Worüber wird gestritten?

Die ganze Diskussion um einen Einsatz der EZB wäre nie entbrannt, wenn sich nicht die Zinsen für zehnjährige spanische Staatsanleihen seit geraumer Zeit um die kritische Marke von sieben Prozent bewegen würden. Wenn die Zinsen spanischer Anleihen dauerhaft auf diesem hohen Niveau blieben, droht die Madrider Regierung von Mariano Rajoy im Schuldensumpf zu versinken. Deshalb ist jetzt auch wieder davon die Rede, dass entweder die EZB oder der gegenwärtige Krisenfonds EFSF spanische Anleihen kauft. Durch ein solches Aufkauf-Programm würden die Zinsen spanischer Bonds wieder sinken – und damit auch der Druck auf Rajoys Regierung abnehmen. Neben dem Spanier gilt sein italienischer Amtskollege Mario Monti ebenfalls als Verfechter von Anleihekäufen durch die EZB. Auch die Italiener müssen für ihre Staatspapiere hohe Zinsen bieten; am Montag zahlten sie einen Zinssatz von knapp unter sechs Prozent für zehnjährige Bonds.

Wie genau der Plan zur Senkung spanischer und italienischer Zinsen aussieht, ist Gegenstand von Spekulationen. Ab September könnte der Euro-Rettungsschirm EFSF neu emittierte Anleihen von Euro-Krisenstaaten wie Spanien oder Italien auf dem so genannten Primärmarkt aufkaufen. Flankiert werden könnte ein solches Aufkauf-Programm durch die EZB – die Frankfurter Währungshüter könnten ihr umstrittenes Programm zum Aufkauf von Staatsanleihen auf dem Sekundärmarkt (Securities Markets Programme) wieder aufnehmen.

Vor allem eine mögliche Intervention der EZB ist es, die bei deutschen Politikern Stirnrunzeln auslöst. Hintergrund ist die Befürchtung, dass die Zentralbank einfach über die Notenpresse die Finanzierungsprobleme der Euro-Krisenstaaten löst. Die Kritik aus Deutschland gipfelte am Montag in der Forderung des hessischen Europaministers Jörg-Uwe Hahn (FDP), die Bundesregierung solle eine Klage gegen die EZB vor dem Europäischen Gerichtshof prüfen. Die EZB überschreite die Grenzen ihres Mandats, wenn sie Staatsanleihen von Krisenländern kaufe, argumentierte Hahn.

Worin besteht der Auftrag der EZB?

Welchen Unterschied macht es, ob die Anleihen vom Rettungsschirm EFSF oder von der Zentralbank gekauft werden?

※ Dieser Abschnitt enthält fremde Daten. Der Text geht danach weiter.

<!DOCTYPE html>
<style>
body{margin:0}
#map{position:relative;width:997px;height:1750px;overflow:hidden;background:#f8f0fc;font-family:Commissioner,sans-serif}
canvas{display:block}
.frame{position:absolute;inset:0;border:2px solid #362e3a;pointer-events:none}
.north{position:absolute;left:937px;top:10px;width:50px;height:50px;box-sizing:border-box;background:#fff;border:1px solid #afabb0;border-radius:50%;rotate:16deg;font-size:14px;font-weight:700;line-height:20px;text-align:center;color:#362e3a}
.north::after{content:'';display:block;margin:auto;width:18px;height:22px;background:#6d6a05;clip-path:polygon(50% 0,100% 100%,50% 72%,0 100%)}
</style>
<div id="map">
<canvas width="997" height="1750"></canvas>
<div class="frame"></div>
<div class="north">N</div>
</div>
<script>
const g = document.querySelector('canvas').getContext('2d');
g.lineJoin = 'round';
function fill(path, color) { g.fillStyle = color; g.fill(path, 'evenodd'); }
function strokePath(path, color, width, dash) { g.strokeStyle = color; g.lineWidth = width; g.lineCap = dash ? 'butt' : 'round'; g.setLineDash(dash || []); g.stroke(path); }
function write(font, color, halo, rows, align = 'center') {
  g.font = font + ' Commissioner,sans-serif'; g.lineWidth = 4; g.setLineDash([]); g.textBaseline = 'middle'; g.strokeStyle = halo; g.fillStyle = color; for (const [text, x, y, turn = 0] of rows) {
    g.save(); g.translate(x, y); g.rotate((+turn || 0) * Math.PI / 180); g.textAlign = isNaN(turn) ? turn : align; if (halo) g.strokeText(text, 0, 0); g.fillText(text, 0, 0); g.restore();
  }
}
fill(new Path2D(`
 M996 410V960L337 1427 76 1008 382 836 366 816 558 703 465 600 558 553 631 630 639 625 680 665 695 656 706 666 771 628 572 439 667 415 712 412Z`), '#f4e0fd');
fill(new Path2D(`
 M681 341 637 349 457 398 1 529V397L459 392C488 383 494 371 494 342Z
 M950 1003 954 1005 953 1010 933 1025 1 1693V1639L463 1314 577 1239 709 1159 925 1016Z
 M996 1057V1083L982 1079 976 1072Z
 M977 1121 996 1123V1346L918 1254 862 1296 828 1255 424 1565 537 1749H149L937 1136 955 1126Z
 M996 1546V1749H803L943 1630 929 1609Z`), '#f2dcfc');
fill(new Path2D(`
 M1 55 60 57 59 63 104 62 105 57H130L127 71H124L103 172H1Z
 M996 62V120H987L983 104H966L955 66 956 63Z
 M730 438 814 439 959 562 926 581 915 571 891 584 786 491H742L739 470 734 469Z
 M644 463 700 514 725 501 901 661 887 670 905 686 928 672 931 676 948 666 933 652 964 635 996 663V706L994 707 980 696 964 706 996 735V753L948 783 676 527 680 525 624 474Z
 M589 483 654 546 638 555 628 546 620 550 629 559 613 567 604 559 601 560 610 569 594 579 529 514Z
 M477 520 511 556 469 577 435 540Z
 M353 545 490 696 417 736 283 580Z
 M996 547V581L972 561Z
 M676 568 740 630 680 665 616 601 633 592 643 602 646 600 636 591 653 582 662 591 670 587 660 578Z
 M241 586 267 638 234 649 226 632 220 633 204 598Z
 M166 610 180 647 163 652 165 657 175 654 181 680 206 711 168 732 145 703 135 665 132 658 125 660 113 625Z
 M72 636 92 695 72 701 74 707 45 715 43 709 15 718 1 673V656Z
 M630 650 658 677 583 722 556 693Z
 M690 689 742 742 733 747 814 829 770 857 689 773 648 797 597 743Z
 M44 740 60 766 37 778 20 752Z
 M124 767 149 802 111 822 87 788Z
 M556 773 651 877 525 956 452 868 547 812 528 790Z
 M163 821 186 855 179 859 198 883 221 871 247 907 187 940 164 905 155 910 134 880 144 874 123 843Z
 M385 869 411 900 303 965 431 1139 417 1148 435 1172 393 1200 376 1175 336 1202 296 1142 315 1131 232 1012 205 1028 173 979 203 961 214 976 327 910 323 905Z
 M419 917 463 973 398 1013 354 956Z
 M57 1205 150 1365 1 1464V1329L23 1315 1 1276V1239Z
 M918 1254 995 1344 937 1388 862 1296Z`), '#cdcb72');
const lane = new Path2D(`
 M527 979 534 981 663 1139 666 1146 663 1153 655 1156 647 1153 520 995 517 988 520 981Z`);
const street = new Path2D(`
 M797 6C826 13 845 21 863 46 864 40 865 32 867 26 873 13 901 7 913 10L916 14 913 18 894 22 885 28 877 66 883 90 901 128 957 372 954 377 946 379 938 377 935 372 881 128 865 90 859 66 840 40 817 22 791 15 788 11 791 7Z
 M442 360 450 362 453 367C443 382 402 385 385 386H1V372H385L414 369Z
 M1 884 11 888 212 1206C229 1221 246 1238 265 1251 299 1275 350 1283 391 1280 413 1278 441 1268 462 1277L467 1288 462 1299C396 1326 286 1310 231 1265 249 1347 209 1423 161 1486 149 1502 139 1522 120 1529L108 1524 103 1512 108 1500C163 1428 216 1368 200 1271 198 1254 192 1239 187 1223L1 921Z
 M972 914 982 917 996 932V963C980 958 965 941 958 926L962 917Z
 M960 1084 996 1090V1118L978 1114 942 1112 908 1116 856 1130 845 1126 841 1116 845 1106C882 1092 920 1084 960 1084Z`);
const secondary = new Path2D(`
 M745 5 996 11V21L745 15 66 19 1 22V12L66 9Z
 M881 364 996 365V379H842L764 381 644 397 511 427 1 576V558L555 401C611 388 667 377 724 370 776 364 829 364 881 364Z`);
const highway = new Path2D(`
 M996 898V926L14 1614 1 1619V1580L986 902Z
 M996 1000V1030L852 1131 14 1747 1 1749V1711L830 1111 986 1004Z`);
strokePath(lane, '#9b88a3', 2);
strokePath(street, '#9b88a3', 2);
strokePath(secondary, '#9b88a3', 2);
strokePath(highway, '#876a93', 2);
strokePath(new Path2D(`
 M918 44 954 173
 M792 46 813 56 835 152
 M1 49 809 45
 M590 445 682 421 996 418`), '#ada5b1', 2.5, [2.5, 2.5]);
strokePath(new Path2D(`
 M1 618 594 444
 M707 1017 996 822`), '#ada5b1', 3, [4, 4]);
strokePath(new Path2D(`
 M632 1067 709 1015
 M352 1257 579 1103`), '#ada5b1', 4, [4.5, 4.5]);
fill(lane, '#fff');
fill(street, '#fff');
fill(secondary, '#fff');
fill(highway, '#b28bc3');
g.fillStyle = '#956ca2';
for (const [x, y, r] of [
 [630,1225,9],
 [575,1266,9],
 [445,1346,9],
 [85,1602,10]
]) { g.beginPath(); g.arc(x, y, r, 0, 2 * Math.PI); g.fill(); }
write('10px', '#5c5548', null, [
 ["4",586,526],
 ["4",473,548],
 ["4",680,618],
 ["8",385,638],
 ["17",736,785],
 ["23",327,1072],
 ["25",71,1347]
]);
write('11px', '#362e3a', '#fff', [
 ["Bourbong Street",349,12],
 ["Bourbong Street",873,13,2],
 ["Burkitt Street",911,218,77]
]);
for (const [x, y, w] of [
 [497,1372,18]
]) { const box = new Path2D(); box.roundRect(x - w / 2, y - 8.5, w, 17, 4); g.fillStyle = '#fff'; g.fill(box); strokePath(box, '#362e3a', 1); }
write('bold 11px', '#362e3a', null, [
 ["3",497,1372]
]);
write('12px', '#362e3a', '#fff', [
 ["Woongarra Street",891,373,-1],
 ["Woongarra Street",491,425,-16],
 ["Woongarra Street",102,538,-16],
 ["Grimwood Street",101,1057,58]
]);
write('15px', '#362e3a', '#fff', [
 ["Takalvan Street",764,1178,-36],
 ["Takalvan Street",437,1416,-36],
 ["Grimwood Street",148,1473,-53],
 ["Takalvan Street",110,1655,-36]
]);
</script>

In der Forderung des hessischen Europaministers schwingt die Sorge mit, dass die EZB gewissermaßen hinter dem Rücken der Volksvertreter gravierend in die Euro-Rettung eingreift. Die EZB ist unabhängig und müsste daher vor einem möglichen Anleihekauf auch nicht den Bundestag um Zustimmung bitten. So hatte die EZB ab dem Frühjahr 2010 die Anleihen von Krisenstaaten im Wert von über 210 Milliarden aufgekauft. Das inzwischen wieder eingestellte Programm war seinerzeit unter anderem beim damaligen Bundesbankpräsidenten Axel Weber auf heftige Kritik gestoßen.Auch sein Nachfolger Jens Weidmann hat sich mehrfach gegen Anleihekäufe ausgesprochen. Für einen Einsatz der EZB spricht, dass die Mittel der Europäischen Zentralbank anders als im Fall des Euro-Rettungsschirms EFSF theoretisch unbegrenzt sind. Der EFSF verfügt hingegen derzeit nur noch über Kreditmittel in Höhe von rund 248 Milliarden Euro. Von dieser Summe müssen allerdings noch die zugesagten Hilfen für die angeschlagenen spanischen Banken abgezogen werden – maximal 100 Milliarden Euro.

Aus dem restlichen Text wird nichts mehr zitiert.